Tourism companies in the East African Community (EAC) bloc are to market the region as a single tourism destination as part of a recovery plan for the virus-hit industry, officials said on Wednesday.
This will involve developing special tour packages for the region covering airfare, popular attractions, and accommodation at reasonable rates, according to Fred Odek, the outgoing chairperson of the East Africa Tourism Platform (EATP), a grouping of private tourism firms in the region.
The EAC is a regional intergovernmental organization founded in 1967 that currently has six partner states: Burundi, Kenya, Rwanda, South Sudan, Tanzania, and Uganda.

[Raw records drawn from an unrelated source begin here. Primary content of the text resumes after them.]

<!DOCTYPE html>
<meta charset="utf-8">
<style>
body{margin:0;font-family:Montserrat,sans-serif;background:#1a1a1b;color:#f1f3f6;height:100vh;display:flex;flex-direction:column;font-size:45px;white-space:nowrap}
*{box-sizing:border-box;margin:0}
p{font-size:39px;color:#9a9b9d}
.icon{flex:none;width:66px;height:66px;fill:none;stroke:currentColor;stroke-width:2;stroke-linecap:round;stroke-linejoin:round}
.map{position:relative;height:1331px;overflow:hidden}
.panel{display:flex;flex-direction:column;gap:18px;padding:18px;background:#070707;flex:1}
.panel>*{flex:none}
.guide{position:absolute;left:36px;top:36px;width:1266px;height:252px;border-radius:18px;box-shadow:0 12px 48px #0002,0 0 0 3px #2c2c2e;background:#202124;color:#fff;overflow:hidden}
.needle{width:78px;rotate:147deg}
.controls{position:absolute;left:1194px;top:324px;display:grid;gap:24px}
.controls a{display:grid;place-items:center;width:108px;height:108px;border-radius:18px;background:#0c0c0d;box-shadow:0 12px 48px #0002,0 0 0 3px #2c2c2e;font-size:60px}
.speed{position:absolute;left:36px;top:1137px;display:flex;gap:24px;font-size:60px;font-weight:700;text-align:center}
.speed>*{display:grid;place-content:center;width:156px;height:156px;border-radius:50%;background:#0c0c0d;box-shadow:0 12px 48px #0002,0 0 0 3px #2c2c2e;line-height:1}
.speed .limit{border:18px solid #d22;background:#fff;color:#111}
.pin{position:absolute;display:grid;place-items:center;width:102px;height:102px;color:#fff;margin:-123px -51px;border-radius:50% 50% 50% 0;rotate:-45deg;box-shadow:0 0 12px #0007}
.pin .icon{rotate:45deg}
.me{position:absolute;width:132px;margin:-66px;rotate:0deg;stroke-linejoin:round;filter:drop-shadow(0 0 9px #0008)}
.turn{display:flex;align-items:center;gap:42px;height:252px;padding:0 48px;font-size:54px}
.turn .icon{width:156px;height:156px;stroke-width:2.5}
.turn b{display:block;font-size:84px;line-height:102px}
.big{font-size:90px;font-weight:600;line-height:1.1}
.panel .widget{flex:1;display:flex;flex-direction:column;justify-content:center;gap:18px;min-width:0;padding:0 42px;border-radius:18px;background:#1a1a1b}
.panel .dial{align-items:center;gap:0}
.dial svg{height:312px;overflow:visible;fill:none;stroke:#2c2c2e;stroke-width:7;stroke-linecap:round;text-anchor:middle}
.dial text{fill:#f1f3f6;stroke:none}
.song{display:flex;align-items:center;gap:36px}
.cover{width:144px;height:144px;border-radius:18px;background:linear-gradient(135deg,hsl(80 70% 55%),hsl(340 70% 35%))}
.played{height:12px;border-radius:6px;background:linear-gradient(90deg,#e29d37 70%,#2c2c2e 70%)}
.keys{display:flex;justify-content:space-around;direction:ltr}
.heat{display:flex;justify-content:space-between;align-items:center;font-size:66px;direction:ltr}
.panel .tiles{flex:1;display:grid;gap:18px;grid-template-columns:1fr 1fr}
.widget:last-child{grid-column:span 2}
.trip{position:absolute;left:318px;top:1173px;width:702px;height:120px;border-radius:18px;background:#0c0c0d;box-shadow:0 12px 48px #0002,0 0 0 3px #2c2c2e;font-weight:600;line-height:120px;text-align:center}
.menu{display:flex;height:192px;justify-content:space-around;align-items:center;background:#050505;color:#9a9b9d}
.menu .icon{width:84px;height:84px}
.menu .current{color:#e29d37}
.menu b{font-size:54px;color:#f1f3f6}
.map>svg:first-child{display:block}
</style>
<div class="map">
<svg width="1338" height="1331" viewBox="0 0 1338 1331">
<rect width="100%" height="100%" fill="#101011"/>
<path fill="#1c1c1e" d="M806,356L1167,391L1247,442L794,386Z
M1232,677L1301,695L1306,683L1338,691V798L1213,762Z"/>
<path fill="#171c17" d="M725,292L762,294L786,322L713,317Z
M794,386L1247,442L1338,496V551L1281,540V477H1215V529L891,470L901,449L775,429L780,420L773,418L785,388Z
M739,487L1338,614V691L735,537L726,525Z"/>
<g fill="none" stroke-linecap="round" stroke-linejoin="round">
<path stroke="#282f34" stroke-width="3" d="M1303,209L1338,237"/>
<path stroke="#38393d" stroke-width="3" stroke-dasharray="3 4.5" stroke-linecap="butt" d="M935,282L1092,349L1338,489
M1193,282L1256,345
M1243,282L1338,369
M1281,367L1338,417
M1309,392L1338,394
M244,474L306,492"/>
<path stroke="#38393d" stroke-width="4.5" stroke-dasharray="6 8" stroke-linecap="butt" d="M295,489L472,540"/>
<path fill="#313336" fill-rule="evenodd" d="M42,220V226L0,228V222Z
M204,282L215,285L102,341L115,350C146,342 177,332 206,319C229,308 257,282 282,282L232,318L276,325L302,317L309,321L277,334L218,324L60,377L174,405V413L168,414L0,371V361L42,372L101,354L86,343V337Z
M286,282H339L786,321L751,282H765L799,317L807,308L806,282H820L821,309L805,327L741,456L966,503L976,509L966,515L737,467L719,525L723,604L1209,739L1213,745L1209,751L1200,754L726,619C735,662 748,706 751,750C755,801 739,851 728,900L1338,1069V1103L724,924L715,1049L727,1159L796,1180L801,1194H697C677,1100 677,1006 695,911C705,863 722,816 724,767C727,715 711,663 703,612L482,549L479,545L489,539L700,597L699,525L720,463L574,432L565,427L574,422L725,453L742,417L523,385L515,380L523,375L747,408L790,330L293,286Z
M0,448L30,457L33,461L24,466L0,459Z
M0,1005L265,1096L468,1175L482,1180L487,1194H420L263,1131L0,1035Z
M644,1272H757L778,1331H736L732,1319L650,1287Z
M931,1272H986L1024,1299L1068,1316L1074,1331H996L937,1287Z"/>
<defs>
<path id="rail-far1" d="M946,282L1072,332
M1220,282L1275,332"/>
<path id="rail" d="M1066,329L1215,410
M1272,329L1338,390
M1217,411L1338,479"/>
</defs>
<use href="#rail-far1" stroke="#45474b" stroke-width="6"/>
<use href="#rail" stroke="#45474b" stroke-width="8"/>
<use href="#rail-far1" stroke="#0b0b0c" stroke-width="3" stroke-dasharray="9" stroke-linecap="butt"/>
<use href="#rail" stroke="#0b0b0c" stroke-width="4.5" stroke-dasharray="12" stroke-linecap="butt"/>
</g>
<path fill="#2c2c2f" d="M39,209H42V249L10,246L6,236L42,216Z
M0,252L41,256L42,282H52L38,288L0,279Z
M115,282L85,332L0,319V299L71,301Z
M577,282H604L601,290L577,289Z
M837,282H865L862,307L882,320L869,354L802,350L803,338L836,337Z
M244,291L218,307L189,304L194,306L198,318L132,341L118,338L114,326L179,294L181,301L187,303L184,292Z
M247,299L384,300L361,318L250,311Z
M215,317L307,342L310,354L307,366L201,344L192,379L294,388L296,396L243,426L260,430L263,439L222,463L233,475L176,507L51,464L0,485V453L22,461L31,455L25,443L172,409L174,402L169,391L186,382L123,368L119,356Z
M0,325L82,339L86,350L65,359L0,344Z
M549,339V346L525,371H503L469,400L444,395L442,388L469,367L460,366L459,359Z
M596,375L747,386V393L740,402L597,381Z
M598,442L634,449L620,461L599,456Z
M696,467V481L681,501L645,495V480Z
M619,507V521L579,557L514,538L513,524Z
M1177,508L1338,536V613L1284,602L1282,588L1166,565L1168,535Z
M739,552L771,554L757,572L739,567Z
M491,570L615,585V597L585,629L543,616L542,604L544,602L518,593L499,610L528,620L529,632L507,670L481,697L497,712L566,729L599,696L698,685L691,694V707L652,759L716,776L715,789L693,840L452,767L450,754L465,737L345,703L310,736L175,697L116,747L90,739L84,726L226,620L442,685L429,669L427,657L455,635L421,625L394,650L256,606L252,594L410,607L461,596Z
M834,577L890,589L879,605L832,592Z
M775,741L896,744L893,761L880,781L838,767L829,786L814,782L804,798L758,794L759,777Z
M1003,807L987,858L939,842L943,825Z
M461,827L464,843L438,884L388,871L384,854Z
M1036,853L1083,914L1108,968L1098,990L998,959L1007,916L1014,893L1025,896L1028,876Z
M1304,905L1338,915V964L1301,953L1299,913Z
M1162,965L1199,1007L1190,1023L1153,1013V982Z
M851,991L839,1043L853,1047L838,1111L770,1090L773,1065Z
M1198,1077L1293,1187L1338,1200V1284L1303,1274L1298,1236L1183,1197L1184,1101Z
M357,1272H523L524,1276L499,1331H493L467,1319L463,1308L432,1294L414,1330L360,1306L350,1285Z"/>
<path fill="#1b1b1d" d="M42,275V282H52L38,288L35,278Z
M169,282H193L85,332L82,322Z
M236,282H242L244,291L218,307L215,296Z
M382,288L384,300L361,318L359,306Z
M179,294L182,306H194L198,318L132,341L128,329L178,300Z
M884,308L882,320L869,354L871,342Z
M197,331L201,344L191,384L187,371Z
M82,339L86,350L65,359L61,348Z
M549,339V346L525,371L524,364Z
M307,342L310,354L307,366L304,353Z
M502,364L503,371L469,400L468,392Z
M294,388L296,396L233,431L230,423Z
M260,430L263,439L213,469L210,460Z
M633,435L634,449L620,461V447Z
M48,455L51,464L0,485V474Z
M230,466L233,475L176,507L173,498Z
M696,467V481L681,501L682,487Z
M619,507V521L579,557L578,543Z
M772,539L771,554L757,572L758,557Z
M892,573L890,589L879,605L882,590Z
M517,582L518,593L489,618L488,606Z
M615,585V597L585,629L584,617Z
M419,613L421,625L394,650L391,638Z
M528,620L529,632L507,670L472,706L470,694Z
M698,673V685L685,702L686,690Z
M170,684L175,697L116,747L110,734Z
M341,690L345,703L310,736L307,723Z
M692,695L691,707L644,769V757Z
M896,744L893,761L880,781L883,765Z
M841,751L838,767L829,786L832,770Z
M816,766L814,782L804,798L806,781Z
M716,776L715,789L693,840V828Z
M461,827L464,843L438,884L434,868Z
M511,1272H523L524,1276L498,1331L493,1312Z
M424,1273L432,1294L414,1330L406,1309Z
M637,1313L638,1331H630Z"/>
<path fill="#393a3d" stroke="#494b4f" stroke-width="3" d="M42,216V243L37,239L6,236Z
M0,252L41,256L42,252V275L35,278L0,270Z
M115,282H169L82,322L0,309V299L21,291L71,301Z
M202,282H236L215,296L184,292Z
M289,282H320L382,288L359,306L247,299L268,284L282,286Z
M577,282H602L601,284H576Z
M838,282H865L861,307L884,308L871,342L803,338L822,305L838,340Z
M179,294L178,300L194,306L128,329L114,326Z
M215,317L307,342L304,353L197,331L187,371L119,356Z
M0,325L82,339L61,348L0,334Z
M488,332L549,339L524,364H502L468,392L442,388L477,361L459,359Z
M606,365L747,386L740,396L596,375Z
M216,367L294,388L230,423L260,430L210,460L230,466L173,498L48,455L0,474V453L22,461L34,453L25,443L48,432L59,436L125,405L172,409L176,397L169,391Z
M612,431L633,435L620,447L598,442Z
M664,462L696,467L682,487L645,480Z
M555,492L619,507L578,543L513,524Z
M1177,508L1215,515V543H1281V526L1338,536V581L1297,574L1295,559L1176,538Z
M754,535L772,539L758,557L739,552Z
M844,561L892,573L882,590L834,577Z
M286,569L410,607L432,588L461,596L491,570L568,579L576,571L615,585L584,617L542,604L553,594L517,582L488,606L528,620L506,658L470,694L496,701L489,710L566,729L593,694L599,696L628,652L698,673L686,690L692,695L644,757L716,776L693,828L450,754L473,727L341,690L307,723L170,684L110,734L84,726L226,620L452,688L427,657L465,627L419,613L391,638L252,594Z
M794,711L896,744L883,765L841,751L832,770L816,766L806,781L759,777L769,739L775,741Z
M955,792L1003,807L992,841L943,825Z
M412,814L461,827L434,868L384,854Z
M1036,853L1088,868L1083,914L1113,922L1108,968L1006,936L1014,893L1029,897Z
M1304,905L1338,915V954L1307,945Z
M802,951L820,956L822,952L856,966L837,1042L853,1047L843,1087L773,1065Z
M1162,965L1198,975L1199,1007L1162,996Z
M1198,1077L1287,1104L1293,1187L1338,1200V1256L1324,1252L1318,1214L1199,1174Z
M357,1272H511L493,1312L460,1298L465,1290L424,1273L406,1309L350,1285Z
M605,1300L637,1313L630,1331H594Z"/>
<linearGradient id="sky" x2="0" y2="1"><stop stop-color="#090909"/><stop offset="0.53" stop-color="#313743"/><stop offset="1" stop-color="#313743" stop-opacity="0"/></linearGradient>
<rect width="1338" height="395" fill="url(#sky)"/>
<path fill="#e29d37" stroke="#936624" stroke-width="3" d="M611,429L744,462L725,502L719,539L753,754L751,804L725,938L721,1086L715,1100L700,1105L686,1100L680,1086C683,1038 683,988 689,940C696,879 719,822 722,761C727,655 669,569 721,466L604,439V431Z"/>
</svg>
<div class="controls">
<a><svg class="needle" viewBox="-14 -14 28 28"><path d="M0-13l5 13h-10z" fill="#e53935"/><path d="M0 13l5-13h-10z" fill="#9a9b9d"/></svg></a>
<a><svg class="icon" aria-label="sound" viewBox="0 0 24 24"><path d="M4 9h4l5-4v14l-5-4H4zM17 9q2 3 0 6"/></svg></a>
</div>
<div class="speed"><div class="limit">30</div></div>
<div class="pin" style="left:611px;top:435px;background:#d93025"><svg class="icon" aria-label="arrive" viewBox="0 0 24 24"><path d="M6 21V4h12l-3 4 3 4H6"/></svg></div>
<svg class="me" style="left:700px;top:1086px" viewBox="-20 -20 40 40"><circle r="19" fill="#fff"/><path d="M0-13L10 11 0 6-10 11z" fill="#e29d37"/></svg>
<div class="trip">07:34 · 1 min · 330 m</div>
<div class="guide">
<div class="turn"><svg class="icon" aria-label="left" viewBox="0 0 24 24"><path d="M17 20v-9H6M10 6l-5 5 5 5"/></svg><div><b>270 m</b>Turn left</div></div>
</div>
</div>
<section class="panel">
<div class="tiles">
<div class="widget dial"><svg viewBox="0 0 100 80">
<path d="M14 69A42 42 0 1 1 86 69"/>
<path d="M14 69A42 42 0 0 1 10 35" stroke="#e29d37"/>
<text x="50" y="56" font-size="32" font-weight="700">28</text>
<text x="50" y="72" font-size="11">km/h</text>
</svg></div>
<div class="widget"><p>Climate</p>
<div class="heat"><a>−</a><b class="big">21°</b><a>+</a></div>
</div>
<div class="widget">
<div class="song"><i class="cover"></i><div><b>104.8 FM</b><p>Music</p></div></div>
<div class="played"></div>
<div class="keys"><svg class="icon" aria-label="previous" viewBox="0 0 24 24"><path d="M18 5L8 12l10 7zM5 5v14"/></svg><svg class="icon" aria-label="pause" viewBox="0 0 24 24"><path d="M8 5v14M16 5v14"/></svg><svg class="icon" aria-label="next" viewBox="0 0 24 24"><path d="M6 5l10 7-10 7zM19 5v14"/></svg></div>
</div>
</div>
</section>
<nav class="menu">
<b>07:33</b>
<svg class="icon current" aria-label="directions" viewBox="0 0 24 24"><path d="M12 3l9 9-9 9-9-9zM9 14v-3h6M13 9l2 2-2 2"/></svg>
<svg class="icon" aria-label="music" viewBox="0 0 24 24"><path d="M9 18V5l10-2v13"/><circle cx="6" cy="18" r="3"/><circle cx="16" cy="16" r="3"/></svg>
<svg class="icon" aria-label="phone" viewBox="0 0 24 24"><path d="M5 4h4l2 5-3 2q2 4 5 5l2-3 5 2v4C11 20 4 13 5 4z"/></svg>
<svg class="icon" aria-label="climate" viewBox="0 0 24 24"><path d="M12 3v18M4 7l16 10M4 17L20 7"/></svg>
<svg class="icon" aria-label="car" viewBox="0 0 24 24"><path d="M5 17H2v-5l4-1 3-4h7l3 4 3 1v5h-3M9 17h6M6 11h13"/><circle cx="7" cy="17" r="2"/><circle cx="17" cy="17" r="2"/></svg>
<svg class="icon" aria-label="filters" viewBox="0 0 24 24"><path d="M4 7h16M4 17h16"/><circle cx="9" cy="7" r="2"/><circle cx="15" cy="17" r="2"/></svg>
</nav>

Odek said the plan is aimed at addressing the challenges brought by the COVID-19 crisis and taking the tourism industry back to the pre-pandemic level.
Tourism in the region was badly hit, with the sector poised to face 92% slowdown in cash flows as the pandemic brought international travel to a grinding halt, according to a recent report by the East Africa Business Council.
Tourism contributes an average of 8.1% to the EAC bloc’s GDP, 17.2% to export earnings, and accounted for 7.1% of employment in the region, the report said.
Four of the bloc’s members – Rwanda, Kenya, Uganda, and Tanzania – have earned the World Travel and Tourism Council’s health and safety approval and have been designated as safe travel destinations.